== EXERCISE GOAL ==
Count the lines below that contain the word "from" and give only that number.

== MATERIAL SHOWN ==
*** Block opens ***
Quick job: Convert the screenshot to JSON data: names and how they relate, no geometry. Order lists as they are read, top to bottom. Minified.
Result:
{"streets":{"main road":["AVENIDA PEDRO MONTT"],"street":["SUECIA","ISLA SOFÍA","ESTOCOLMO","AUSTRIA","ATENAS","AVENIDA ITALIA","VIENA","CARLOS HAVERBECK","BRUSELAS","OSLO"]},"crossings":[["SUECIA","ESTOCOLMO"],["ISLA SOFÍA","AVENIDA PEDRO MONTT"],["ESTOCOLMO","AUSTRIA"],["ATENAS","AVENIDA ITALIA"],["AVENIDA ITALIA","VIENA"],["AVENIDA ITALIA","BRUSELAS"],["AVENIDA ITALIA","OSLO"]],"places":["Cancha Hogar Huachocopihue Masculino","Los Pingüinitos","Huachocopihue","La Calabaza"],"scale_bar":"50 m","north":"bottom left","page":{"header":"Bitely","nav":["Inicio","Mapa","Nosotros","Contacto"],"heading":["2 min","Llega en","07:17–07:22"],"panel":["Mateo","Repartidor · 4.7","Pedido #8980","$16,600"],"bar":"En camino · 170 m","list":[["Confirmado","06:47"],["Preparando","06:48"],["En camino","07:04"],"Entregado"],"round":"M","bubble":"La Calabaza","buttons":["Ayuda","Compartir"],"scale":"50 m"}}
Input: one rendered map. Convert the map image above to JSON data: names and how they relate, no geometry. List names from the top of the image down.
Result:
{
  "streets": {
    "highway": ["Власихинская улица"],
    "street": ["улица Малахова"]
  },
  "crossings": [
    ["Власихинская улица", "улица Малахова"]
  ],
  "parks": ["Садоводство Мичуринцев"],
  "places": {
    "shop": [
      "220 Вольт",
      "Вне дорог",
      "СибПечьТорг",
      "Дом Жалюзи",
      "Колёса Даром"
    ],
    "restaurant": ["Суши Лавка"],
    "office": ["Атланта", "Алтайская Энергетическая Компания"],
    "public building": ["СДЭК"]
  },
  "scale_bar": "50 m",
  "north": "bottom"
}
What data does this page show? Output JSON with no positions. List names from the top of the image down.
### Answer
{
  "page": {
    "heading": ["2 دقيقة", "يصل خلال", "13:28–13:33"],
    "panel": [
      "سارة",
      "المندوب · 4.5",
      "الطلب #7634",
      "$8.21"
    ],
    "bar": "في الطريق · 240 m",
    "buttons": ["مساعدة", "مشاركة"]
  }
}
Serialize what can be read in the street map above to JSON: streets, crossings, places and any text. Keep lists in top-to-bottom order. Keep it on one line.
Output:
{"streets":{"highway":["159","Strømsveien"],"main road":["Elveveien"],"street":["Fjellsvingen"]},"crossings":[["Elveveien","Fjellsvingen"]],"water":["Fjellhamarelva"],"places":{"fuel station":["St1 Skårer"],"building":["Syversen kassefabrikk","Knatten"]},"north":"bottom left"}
*** Block closes ***
== WRITTEN REPLY ==
2